Empregando as cenas de julgamento como uma forma clara de preencher as lacunas entre os flashbacks episódicos e de expor artificialmente as motivações dos personagens, o filme desperdiça até mesmo a talentosa Ellen Page, que, embora retrate bem o medo crescente de Sylvia, é basicamente convertida em um mero objeto de cena a partir da segunda metade da narrativa. Além disso, a decisão do roteiro em retratar a jovem como uma criatura sem a menor malícia não apenas a transforma numa personagem unidimensional como ainda trai a história real, já que a verdadeira Sylvia realmente espalhou boatos sobre Paula e chegou a roubar um uniforme de ginástica – embora nada disso justificasse, obviamente, a violência que viria a sofrer.

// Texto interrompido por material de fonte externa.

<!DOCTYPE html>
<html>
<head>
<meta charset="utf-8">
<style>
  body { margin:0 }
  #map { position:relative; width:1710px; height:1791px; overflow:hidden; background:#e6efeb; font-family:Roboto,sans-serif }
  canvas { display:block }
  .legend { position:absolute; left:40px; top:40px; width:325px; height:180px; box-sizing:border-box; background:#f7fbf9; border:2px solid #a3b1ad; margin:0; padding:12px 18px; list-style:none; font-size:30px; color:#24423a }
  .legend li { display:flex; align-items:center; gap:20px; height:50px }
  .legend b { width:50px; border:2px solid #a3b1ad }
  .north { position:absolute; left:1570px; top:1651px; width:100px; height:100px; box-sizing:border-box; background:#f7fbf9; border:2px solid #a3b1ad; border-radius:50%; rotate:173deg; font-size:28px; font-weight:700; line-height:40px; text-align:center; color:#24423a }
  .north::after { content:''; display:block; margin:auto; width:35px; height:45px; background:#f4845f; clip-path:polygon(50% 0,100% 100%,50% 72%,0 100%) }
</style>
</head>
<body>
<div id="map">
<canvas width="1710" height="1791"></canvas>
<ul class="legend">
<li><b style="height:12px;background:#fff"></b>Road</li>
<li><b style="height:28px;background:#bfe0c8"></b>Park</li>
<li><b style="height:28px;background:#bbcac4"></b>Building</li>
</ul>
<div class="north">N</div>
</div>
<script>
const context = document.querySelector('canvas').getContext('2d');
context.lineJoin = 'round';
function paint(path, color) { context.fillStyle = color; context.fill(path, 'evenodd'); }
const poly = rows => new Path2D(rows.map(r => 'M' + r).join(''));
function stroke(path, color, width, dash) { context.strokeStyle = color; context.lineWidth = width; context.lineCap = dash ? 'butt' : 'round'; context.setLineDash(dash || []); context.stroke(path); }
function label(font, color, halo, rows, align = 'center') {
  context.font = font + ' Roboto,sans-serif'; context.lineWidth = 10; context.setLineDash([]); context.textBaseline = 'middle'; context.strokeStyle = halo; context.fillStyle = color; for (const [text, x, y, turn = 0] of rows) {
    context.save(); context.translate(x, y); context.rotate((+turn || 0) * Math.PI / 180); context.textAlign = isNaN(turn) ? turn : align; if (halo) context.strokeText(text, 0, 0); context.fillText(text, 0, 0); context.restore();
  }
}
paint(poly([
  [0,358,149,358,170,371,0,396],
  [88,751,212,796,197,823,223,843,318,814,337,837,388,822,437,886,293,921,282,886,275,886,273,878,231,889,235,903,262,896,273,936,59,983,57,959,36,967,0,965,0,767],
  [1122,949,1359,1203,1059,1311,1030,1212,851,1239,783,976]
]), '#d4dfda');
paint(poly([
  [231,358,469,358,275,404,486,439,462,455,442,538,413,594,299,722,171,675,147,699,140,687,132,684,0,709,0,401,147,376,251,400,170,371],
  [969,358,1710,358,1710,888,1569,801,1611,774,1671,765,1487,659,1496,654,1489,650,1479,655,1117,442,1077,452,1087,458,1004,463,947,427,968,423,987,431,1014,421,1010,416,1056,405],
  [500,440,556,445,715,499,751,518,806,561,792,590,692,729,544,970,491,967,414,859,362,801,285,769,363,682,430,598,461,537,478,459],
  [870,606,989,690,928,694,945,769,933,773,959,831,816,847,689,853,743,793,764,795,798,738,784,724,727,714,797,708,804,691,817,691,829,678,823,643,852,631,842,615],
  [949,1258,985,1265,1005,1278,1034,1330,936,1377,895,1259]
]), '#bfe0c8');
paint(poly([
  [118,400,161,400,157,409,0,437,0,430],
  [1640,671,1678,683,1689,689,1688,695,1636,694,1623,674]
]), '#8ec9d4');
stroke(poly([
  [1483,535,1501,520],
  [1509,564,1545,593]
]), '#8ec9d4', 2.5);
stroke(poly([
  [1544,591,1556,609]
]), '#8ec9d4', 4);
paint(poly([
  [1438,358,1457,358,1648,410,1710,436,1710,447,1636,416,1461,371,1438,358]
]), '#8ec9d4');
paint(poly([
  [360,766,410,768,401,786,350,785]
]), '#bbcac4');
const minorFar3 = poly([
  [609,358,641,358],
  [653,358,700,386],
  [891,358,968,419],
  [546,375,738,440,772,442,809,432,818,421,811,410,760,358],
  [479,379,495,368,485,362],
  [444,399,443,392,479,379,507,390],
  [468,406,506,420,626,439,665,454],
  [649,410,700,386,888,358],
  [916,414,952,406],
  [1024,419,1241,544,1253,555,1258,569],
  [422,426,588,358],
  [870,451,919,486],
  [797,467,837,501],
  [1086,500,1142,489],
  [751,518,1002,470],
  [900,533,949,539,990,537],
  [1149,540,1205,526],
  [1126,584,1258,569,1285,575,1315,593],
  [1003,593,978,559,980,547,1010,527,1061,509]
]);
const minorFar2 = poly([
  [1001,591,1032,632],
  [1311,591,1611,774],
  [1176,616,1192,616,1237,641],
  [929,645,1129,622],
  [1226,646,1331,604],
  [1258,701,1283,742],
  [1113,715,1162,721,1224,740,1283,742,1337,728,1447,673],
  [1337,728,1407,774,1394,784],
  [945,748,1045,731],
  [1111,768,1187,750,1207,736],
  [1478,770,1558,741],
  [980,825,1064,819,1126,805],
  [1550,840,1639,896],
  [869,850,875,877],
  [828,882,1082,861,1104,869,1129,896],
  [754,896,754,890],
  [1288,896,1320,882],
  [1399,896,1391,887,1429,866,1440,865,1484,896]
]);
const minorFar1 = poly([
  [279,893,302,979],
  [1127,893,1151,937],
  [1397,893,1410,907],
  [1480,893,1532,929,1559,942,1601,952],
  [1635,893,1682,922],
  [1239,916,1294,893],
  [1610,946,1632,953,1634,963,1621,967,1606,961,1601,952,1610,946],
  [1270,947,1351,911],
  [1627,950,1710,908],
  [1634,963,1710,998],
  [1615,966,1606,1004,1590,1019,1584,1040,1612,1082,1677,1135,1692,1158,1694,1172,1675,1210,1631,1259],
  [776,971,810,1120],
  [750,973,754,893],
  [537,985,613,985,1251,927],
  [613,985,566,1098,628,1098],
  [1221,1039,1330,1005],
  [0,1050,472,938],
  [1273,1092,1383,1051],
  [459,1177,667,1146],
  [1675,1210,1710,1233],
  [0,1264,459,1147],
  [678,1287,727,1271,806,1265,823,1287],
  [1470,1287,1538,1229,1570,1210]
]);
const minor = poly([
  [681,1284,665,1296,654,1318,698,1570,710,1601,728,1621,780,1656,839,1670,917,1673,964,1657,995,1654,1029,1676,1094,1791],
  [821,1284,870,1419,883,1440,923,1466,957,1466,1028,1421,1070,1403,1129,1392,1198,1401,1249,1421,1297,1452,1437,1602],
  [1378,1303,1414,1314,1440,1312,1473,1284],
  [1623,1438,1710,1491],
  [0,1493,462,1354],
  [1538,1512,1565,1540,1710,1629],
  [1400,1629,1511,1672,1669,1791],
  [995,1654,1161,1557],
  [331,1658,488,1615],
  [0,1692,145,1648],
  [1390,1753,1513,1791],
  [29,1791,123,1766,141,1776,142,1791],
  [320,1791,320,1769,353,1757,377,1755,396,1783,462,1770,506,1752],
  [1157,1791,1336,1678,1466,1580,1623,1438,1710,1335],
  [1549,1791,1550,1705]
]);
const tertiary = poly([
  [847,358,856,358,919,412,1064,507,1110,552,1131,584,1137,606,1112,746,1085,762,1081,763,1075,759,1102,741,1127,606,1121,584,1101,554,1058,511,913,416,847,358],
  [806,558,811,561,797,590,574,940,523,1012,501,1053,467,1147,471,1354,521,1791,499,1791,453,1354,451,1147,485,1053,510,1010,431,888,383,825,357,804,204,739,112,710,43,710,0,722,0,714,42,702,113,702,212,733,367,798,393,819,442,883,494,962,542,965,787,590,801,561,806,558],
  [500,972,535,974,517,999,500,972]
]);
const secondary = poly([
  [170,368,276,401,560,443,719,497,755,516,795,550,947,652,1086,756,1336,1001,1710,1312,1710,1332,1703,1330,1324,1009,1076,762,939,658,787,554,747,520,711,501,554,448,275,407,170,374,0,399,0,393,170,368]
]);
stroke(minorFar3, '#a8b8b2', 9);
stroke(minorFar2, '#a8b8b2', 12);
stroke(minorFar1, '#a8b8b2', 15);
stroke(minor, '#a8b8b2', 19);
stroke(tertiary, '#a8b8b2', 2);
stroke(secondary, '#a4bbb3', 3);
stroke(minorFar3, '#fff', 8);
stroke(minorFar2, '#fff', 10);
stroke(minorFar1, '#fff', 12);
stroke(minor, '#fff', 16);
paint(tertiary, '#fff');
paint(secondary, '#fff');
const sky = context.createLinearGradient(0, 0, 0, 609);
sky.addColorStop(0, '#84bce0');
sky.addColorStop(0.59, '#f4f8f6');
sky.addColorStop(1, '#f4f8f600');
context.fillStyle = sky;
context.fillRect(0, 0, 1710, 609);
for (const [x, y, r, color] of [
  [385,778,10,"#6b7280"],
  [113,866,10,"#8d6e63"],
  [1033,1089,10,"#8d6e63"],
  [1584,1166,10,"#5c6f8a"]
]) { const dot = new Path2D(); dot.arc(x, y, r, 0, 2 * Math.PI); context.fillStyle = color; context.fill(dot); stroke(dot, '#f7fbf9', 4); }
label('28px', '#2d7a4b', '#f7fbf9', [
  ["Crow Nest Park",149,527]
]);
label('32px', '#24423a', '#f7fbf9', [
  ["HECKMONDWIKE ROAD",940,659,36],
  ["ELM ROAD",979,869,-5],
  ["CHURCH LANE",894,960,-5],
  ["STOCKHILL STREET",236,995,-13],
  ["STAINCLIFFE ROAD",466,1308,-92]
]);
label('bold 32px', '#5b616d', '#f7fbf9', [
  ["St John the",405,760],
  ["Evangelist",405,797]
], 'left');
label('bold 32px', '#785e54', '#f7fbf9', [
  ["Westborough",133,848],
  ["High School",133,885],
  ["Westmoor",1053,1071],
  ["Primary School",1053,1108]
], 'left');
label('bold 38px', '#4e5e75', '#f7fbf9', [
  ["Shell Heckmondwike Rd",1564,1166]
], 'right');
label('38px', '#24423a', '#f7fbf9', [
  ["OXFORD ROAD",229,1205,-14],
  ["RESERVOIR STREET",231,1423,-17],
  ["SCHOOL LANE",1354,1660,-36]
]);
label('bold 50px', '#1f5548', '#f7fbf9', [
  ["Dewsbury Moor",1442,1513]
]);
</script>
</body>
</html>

Aliás, Paula é convertida,
Com isso, o único aspecto positivo do filme reside na atuação de Catherine Keener, que consegue a proeza de retratar Gertrude como uma figura que foge de caracterizações simplistas: com o olhar sempre cansado e uma tosse insistente, a mulher parece enxergar, em Sylvia, uma válvula de escape para suas frustrações – o que não a impede de, ao menos inicialmente, estabelecer uma dinâmica que oscila entre extremos numa questão de segundos: num momento, ela agride a garota para, no instante seguinte, encará-la com uma compaixão aparentemente autêntica, tentando convencê-la de estar agindo apenas com a mais nobre das intenções. Neste sentido, Gertrude é a única personagem tridimensional de Um Crime Americano, mantendo sua complexidade do início ao fim. O que, infelizmente, não se mostra suficiente para redimir os inúmeros e graves problemas do filme.

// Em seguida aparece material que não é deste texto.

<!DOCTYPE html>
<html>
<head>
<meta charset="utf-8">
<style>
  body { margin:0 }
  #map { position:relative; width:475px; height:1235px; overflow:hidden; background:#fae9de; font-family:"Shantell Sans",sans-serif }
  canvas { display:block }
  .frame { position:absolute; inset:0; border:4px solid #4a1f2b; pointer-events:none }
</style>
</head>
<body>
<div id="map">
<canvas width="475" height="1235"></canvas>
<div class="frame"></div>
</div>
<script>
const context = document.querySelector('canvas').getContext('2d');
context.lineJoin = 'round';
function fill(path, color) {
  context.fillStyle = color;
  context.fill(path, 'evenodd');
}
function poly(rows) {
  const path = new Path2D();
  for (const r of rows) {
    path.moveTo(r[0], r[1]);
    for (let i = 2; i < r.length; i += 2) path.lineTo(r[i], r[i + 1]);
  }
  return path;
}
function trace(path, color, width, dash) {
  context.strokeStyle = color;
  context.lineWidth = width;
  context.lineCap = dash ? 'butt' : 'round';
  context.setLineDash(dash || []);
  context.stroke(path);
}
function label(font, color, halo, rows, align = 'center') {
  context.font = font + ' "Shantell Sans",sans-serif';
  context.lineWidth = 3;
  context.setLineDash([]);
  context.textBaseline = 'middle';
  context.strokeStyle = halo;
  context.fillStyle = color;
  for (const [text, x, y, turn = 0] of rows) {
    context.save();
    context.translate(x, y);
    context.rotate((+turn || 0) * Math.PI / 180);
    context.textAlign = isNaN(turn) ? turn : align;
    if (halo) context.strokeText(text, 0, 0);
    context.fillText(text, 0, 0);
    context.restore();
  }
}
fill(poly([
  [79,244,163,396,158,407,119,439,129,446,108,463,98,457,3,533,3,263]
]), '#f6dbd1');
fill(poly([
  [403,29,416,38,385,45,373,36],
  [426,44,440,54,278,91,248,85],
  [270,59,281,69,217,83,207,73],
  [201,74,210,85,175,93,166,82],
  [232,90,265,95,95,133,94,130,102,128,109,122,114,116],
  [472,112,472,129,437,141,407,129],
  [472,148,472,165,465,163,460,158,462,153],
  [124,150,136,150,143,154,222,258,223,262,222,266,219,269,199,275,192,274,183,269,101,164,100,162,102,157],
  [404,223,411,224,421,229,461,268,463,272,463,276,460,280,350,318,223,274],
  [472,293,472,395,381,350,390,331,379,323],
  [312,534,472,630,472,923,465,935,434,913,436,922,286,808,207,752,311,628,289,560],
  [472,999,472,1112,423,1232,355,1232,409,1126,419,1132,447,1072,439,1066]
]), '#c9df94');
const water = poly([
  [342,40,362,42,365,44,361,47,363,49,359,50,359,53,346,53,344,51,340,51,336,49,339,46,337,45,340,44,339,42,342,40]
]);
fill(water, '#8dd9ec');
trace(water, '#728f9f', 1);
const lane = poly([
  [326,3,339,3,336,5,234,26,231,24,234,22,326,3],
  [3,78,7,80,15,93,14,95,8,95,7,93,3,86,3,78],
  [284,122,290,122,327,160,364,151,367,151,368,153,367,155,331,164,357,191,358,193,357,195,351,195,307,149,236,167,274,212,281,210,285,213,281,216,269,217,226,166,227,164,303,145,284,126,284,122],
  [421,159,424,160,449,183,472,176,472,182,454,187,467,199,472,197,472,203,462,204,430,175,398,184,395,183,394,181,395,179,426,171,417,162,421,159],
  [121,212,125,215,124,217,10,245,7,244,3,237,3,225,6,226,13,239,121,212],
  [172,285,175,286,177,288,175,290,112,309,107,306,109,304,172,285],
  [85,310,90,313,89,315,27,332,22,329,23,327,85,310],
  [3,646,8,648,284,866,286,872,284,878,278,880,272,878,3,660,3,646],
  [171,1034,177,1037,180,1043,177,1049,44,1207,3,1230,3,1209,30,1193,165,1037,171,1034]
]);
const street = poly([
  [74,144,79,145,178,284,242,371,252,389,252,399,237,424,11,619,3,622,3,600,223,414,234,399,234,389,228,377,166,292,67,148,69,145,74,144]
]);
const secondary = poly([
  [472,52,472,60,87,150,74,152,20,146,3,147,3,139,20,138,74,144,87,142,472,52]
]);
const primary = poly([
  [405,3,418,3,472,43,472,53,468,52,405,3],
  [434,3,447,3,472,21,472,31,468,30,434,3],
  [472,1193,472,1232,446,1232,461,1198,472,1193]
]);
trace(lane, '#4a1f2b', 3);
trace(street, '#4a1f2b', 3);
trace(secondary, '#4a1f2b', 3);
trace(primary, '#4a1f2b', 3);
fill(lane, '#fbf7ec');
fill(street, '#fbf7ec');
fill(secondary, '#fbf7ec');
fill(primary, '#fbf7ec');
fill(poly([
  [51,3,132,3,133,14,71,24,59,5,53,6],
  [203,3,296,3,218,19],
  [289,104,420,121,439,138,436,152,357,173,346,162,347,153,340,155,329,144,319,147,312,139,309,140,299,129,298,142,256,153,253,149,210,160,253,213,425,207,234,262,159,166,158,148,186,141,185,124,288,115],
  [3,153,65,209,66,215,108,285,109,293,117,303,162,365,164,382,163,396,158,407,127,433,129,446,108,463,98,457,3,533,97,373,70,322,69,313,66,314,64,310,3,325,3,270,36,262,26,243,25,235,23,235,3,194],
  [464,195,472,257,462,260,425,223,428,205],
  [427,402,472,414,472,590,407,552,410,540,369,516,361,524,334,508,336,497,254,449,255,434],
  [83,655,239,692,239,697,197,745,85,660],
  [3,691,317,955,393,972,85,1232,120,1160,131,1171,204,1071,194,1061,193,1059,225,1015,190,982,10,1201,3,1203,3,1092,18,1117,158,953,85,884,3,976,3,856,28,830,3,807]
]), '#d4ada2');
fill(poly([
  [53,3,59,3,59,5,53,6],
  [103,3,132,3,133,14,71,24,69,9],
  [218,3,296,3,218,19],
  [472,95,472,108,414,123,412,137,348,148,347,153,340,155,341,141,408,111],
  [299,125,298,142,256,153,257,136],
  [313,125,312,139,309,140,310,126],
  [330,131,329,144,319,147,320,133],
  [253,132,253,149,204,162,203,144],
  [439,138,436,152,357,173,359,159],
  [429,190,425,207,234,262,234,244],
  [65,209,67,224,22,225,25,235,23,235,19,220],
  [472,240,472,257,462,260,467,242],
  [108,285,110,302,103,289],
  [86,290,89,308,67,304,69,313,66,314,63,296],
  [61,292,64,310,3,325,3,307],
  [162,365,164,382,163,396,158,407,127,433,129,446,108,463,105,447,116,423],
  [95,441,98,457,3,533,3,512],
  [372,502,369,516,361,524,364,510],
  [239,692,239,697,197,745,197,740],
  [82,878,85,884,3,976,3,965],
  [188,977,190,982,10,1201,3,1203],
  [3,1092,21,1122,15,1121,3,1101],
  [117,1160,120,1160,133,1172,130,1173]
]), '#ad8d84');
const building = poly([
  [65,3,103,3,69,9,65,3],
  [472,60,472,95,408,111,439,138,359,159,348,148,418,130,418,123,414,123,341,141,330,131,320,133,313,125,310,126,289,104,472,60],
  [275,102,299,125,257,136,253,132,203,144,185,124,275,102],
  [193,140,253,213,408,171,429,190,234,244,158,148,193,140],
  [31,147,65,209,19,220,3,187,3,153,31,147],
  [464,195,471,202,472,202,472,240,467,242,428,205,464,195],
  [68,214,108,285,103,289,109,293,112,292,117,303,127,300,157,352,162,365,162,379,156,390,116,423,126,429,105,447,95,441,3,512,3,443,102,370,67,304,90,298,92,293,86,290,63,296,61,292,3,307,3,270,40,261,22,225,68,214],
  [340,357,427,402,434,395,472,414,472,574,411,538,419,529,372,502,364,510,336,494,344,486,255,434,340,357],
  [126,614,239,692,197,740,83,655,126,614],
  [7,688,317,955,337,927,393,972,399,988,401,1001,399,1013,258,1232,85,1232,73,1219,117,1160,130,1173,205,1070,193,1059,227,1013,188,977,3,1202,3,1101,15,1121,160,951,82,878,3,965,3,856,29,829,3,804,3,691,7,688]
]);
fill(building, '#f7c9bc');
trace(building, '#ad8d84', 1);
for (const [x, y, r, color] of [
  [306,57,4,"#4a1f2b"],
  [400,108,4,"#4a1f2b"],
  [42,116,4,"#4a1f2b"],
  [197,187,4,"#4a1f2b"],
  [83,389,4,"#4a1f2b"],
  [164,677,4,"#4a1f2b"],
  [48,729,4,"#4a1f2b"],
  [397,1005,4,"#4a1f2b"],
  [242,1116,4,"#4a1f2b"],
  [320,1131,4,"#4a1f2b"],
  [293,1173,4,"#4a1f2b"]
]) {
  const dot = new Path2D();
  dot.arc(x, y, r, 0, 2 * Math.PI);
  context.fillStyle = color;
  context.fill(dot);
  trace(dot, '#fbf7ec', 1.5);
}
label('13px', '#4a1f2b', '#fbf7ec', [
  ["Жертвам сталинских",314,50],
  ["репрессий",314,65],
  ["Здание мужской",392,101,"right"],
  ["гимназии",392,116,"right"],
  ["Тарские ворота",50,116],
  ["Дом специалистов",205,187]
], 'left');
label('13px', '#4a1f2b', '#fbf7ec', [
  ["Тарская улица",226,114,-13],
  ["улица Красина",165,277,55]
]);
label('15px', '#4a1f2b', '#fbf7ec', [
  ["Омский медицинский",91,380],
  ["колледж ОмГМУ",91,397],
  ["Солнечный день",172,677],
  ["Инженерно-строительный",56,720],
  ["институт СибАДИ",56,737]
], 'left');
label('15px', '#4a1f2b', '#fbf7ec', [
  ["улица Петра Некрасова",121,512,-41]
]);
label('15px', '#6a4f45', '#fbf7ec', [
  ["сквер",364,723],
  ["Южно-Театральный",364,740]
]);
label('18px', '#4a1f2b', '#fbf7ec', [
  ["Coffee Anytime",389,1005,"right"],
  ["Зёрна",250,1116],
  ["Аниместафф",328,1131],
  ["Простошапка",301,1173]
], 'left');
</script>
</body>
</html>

E, entre estes, o mais estúpido, ofensivo e desonesto é, sem dúvida alguma, a seqüência que, no terceiro ato, retrata a tentativa de fuga de Sylvia: embalada numa trilha de suspense e ação que aborda a tragédia da garota como uma mera desculpa para divertir o público, a cena ainda converte Gertrude num monstro de filme de terror – e o fato de tudo isso não passar de uma mera fantasia ao estilo Ghost (repito: não compactuarei com a banalização da morte de Sylvia Likens) não apenas não justifica os exageros como ainda leva Um Crime Americano a cruzar a fronteira entre o medíocre e o repulsivo.
Como se não bastassem todas as indignidades que sofreu em vida, a pobre moça ainda foi transformada por O’Haver em instrumento para diversão alheia. Vergonhoso.